▶
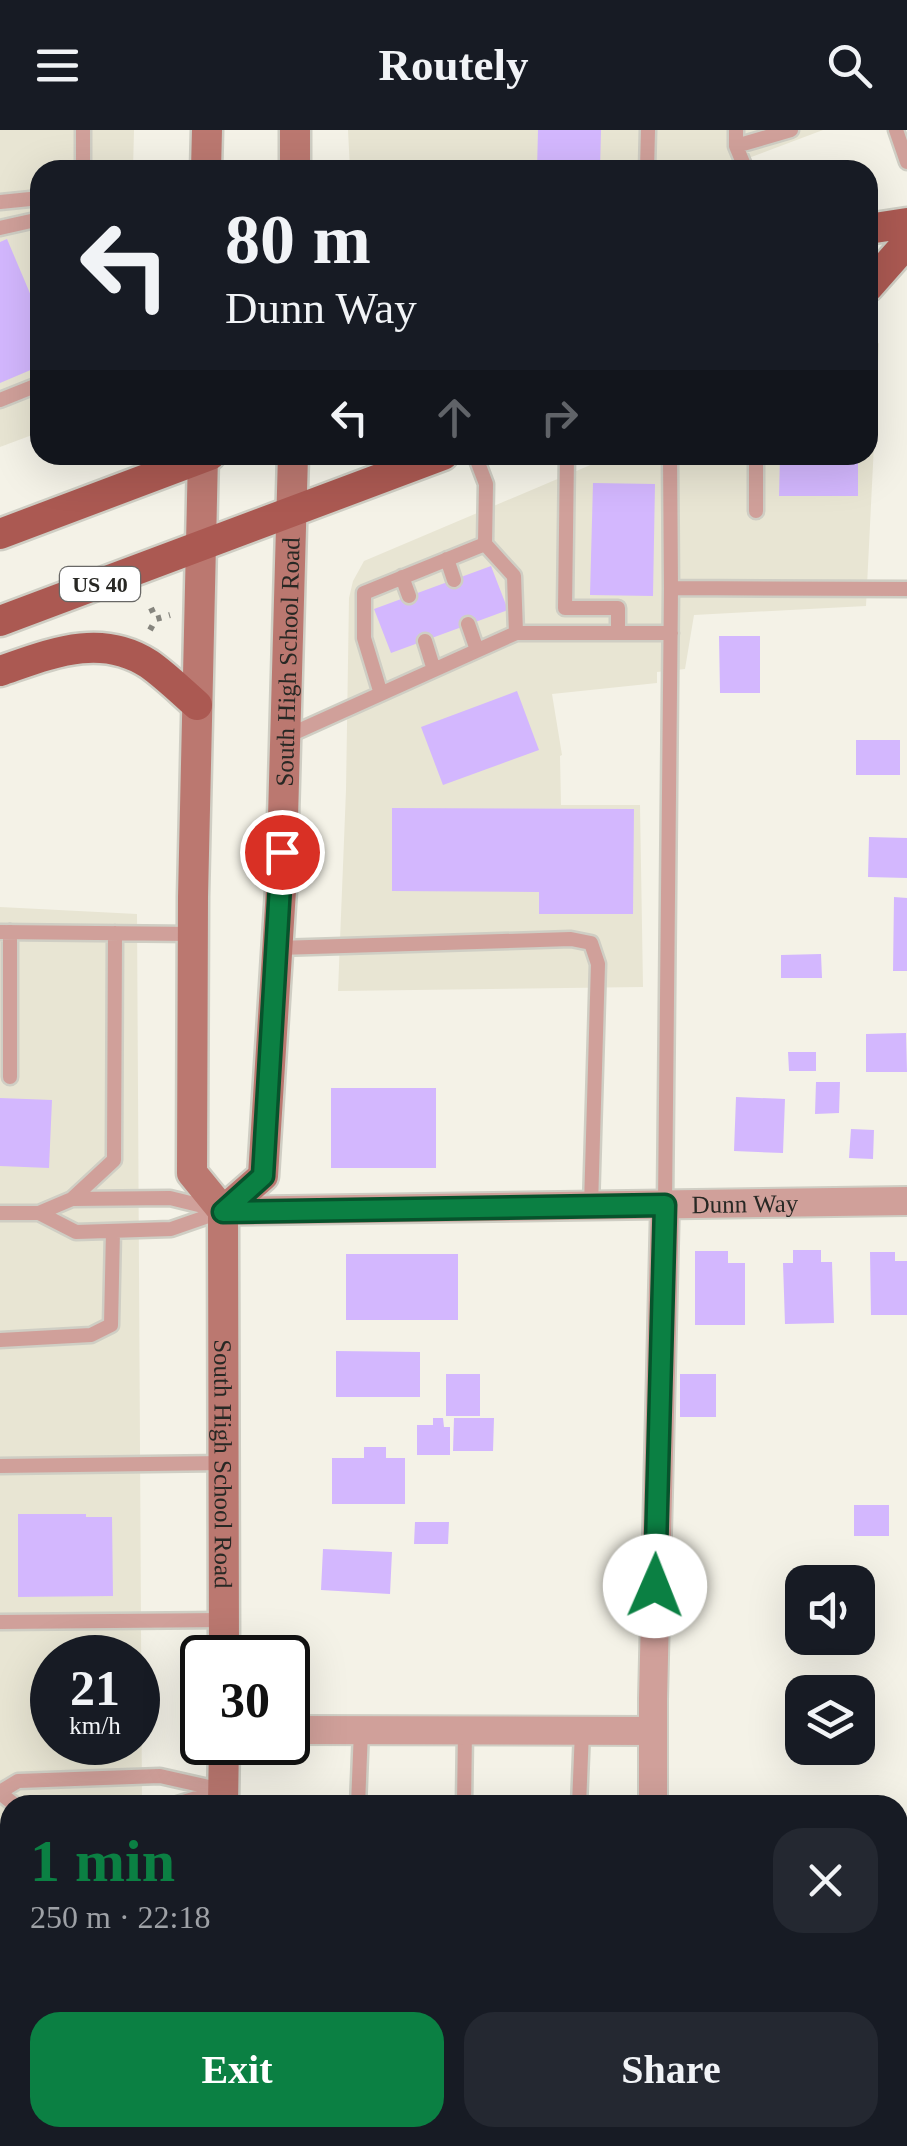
<!DOCTYPE html>
<html lang="en">
<head>
<meta charset="utf-8">
<style>
	:root { --surface:#171b24; --page:#242831; --text:#f1f3f6; --muted:#9ea1a6; --accent:#0b8043 }
	body { margin:0; font-family:"Times New Roman",serif; background:var(--page); color:var(--text); height:100vh; display:flex; flex-direction:column; font-size:38px; white-space:nowrap }
	* { box-sizing:border-box; margin:0 }
	p { font-size:32px; color:var(--muted) }
	.icon { flex:none; width:55px; height:55px; fill:none; stroke:currentColor; stroke-width:2; stroke-linecap:round; stroke-linejoin:round }
	.map { position:relative; flex:1; overflow:hidden }
	.drawer { position:absolute; left:0px; top:1665px; width:908px; height:352px; display:flex; flex-direction:column; background:var(--surface); border-radius:30px 30px 0 0; box-shadow:0 10px 40px #0002 }
	.drawer>* { flex:none }
	.top-card { position:absolute; left:30px; top:30px; width:848px; height:305px; border-radius:30px; box-shadow:0 10px 40px #0002; background:#171b24; color:var(--text); overflow:hidden }
	.buttons { position:absolute; left:785px; top:1435px; display:grid; gap:20px }
	.buttons a { display:grid; place-items:center; width:90px; height:90px; border-radius:20px; background:var(--surface); box-shadow:0 10px 40px #0002; font-size:50px }
	.speed { position:absolute; left:30px; top:1505px; display:flex; gap:20px; font-size:50px; font-weight:700; text-align:center }
	.speed>* { display:grid; place-content:center; width:130px; height:130px; border-radius:50%; background:var(--surface); box-shadow:0 10px 40px #0002; line-height:1 }
	.speed small { font-size:25px; font-weight:400 }
	.speed .limit { border:5px solid #111; border-radius:15px; background:#fff; color:#111 }
	.pin { position:absolute; display:grid; place-items:center; width:85px; height:85px; color:#fff; margin:-42px; border:5px solid #fff; border-radius:50%; box-shadow:0 2px 10px #0007 }
	.me { position:absolute; width:110px; margin:-55px; rotate:1deg; stroke-linejoin:round; filter:drop-shadow(0 0 8px #0008) }
	.turn { display:flex; align-items:center; gap:35px; height:210px; padding:0 30px; font-size:45px }
	.turn .icon { width:130px; height:130px; stroke-width:2.5 }
	.turn b { display:block; font-size:70px; line-height:85px }
	.lanes { display:flex; align-items:center; height:95px; padding:0 30px; background:#0003; justify-content:center; gap:50px; direction:ltr }
	.lanes .off { opacity:.35 }
	.round { display:grid; place-items:center; flex:none; width:105px; height:105px; border-radius:30px; background:var(--page) }
	.summary { display:flex; align-items:center; justify-content:space-between; height:170px; padding:0 30px }
	h1 { font-size:60px; font-weight:800; line-height:75px; color:var(--accent) }
	.button { display:flex; gap:20px; margin-top:auto; padding:20px 30px }
	.button a { flex:1; height:115px; border-radius:30px; background:var(--accent); color:#fff; font-size:40px; font-weight:800; line-height:115px; text-align:center }
	.button a+a { background:var(--page); color:var(--text) }
	header { display:flex; justify-content:space-between; align-items:center; height:130px; padding:0 30px; background:var(--surface); font-size:45px; font-weight:800 }
	.map>svg:first-child { display:block }
	.built { fill:#e8e5d3; fill-rule:evenodd }
	.building { fill:#d3b7fe }
	.lines { fill:none; stroke-linecap:round; stroke-linejoin:round }
	.lane-casing { stroke:#cfcec4; stroke-width:19 }
	.street-casing { stroke:#cfcec4; stroke-width:32 }
	.secondary-casing { stroke:#cfcec4; stroke-width:35 }
	.primary-casing { stroke:#cfcec4; stroke-width:35 }
	.path { stroke:#86857e; stroke-width:6; stroke-dasharray:5 8; stroke-linecap:butt }
	.lane { stroke:#d0a09a; stroke-width:14 }
	.street { stroke:#d0a09a; stroke-width:28 }
	.secondary { stroke:#bb7870; stroke-width:30 }
	.primary { stroke:#ab5952; stroke-width:30 }
	.route-casing { stroke:#07532c; stroke-width:25 }
	.route { stroke:#0b8043; stroke-width:18 }
	.labels { text-anchor:middle; stroke-width:8; stroke-linejoin:round; paint-order:stroke }
	.shield { fill:#fff; stroke:#686866; stroke-width:2.5 }
	.shield-label { font-size:22px; font-weight:bold; fill:#282824 }
	.street-label { font-size:25px; fill:#282824; stroke:#fff }
</style>
</head>
<body>
<header><svg class="icon" aria-label="menu" viewBox="0 0 24 24"><path d="M4 6h16M4 12h16M4 18h16"/></svg>Routely<svg class="icon" aria-label="search" viewBox="0 0 24 24"><circle cx="10" cy="10" r="6"/><path d="M15 15l6 6"/></svg></header>
<div class="map">
<svg width="907" height="2016" viewBox="0 0 907 2016">
	<rect width="100%" height="100%" fill="#f4f2e7"/>
	<path class="built" d="M0 0H134L133 40H40V302L0 317Z
		M348 0H823L717 40H350Z
		M879 213 866 476 694 485 685 539 657 542V553L552 564 562 625 560 626 561 675H640L643 857 338 861 346 660 349 468 353 451 364 431 614 325H868V218Z
		M0 777 137 784 142 1675H10V2008H143V2016H0ZM52 1528H138V1612H52Z"/>
	<path class="building" d="M538 0H601L600 40H537Z
		M7 109 40 187V236L0 253V112Z
		M780 325H858V366H779Z
		M593 353 655 354 653 466 590 465Z
		M491 436 508 480 391 523 374 479Z
		M719 506H760V563H720Z
		M517 561 539 620 443 655 421 597Z
		M856 610H900V645H856Z
		M392 678 634 679 633 784H539V762L392 761Z
		M869 707 907 708V748L868 747Z
		M894 767 907 768V841H893Z
		M821 824 822 848H781V825Z
		M906 903 907 942H866V904Z
		M788 922H816V941H789Z
		M816 952H840L839 983 815 984Z
		M331 958H436V1038H331Z
		M736 967 785 969 783 1023 734 1021Z
		M0 968 52 970 49 1038 0 1036Z
		M851 999 874 1000 873 1029 849 1028Z
		M793 1120H821V1132H832L834 1193 785 1194 783 1133H793Z
		M695 1121H728V1133H745V1195H695Z
		M870 1122H895V1131H907V1185H871Z
		M346 1124H458V1190H346Z
		M336 1221 420 1222V1267H336Z
		M446 1244H480V1286H446Z
		M680 1244H716V1287H680Z
		M433 1288H443L444 1297H450V1325H417V1295H433Z
		M454 1288H494L493 1321H453Z
		M364 1317H386V1328H405V1374H332V1328H364Z
		M854 1375H889V1406H854Z
		M18 1384H86V1387H112L113 1466 18 1467Z
		M415 1392H449L448 1414H414Z
		M323 1419 392 1422 390 1464 321 1460Z
		M898 2005H906V2016H859V2008H898Z
		M331 2008H606V2016H331Z
		M771 2008H819V2016H771Z
		M688 2009H726V2016H688Z"/>
	<g class="lines">
		<g class="lane-casing">
			<path id="lane" d="M736 0V16L746 40
				M896 0 907 32
				M736 16 791 0
				M83 40V0
				M647 40 648 0
				M0 72 40 68
				M0 98 40 89
				M0 270 40 254
				M475 325 486 354 485 414 514 446 516 503
				M567 325 565 478H618V503
				M756 381V325
				M447 429 454 450
				M402 447 409 466
				M671 458 907 459
				M468 494 477 520
				M425 511 434 540
				M381 564 364 508V463L485 414
				M285 607 516 503H671
				M0 802 193 804
				M278 818 571 809 591 813 598 834 591 1076
				M10 947V802
				M170 1068 223 1081 171 1099 76 1102 39 1083 72 1069Z
				M72 1069 114 1030 115 803
				M665 1075 671 458 670 325
				M0 1083H39
				M0 1210 91 1205 111 1195 113 1101
				M0 1336 223 1333
				M0 1492 224 1490
				M0 1662 18 1651 160 1646 222 1660
				M0 1663 15 1675
				M174 1675 222 1660
				M358 1675 361 1600
				M464 1675 465 1600
				M579 1675 582 1601"/>
		</g>
		<g class="street-casing">
			<g id="street">
				<path id="s1" d="M223 1081 907 1071"/>
				<path d="M288 1600 653 1601"/>
				<path d="M653 1675V1569L665 1075"/>
				<path d="M656 2008V2016"/>
			</g>
		</g>
		<g class="secondary-casing">
			<g id="secondary">
				<path d="M206 40 207 0"/>
				<path d="M295 40V0"/>
				<path id="s2" d="M203 325 193 767 192 1043 223 1081 224 1528"/>
				<path id="s3" d="M223 1081 263 1046 281 760 293 325"/>
				<path d="M223 1675 224 1612"/>
				<path d="M225 2008V2016"/>
			</g>
		</g>
		<g class="primary-casing">
			<path id="primary" d="M868 99 907 93
				M868 157 907 113
				M0 404 210 325
				M0 491 443 325
				M0 541C50 524 100 502 149 534 166 546 181 561 197 575"/>
		</g>
		<path class="path" d="M151 478 156 489
			M150 500 156 489 170 485"/>
		<use href="#lane" class="lane"/>
		<use href="#street" class="street"/>
		<use href="#secondary" class="secondary"/>
		<use href="#primary" class="primary"/>
	</g>
	<g class="lines">
		<g class="route-casing">
			<path id="route" d="M282 722 263 1046 223 1082 665 1075 655 1456"/>
		</g>
		<use href="#route" class="route"/>
	</g>
	<g class="labels">
		<rect class="shield" x="60" y="437" width="80" height="34" rx="8"/>
		<g class="shield-label">
			<text x="100" y="462">US 40</text>
		</g>
		<g class="street-label">
			<text dy="9" stroke="none"><textPath href="#s3" startOffset="568">South High School Road</textPath></text>
			<text dy="9" stroke="none"><textPath href="#s1" startOffset="522">Dunn Way</textPath></text>
			<text dy="9" stroke="none"><textPath href="#s2" startOffset="1020">South High School Road</textPath></text>
		</g>
	</g>
</svg>
<div class="buttons">
<a><svg class="icon" aria-label="sound" viewBox="0 0 24 24"><path d="M4 9h4l5-4v14l-5-4H4zM17 9q2 3 0 6"/></svg></a>
<a><svg class="icon" aria-label="layers" viewBox="0 0 24 24"><path d="M12 4l9 5-9 5-9-5zM3 14l9 5 9-5"/></svg></a>
</div>
<div class="speed"><div>21<small>km/h</small></div><div class="limit">30</div></div>
<div class="pin" style="left:282px;top:722px;background:#d93025"><svg class="icon" aria-label="arrive" viewBox="0 0 24 24"><path d="M6 21V4h12l-3 4 3 4H6"/></svg></div>
<svg class="me" style="left:655px;top:1456px" viewBox="-20 -20 40 40"><circle r="19" fill="#fff"/><path d="M0-13L10 11 0 6-10 11z" fill="#0b8043"/></svg>
<div class="top-card">
<div class="turn"><svg class="icon" aria-label="left" viewBox="0 0 24 24"><path d="M17 20v-9H6M10 6l-5 5 5 5"/></svg><div><b>80 m</b>Dunn Way</div></div>
<div class="lanes"><svg class="icon" aria-label="left" viewBox="0 0 24 24"><path d="M17 20v-9H6M10 6l-5 5 5 5"/></svg><svg class="icon off" aria-label="ahead" viewBox="0 0 24 24"><path d="M12 20V5M6 11l6-6 6 6"/></svg><svg class="icon off" aria-label="right" viewBox="0 0 24 24"><path d="M7 20v-9h11M14 6l5 5-5 5"/></svg></div>
</div>
<section class="drawer">
<div class="summary"><div><h1>1 min</h1><p>250 m · 22:18</p></div><a class="round"><svg class="icon" aria-label="close" viewBox="0 0 24 24"><path d="M6 6l12 12M18 6L6 18"/></svg></a></div>
<div class="button"><a>Exit</a><a>Share</a></div>
</section>
</div>
</body>
</html>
◀
> **What is needed**: If a line in the records above holds the string "hidden", copy it out.

> **Answer to this exercise**:
	.map { position:relative; flex:1; overflow:hidden }
	.top-card { position:absolute; left:30px; top:30px; width:848px; height:305px; border-radius:30px; box-shadow:0 10px 40px #0002; background:#171b24; color:var(--text); overflow:hidden }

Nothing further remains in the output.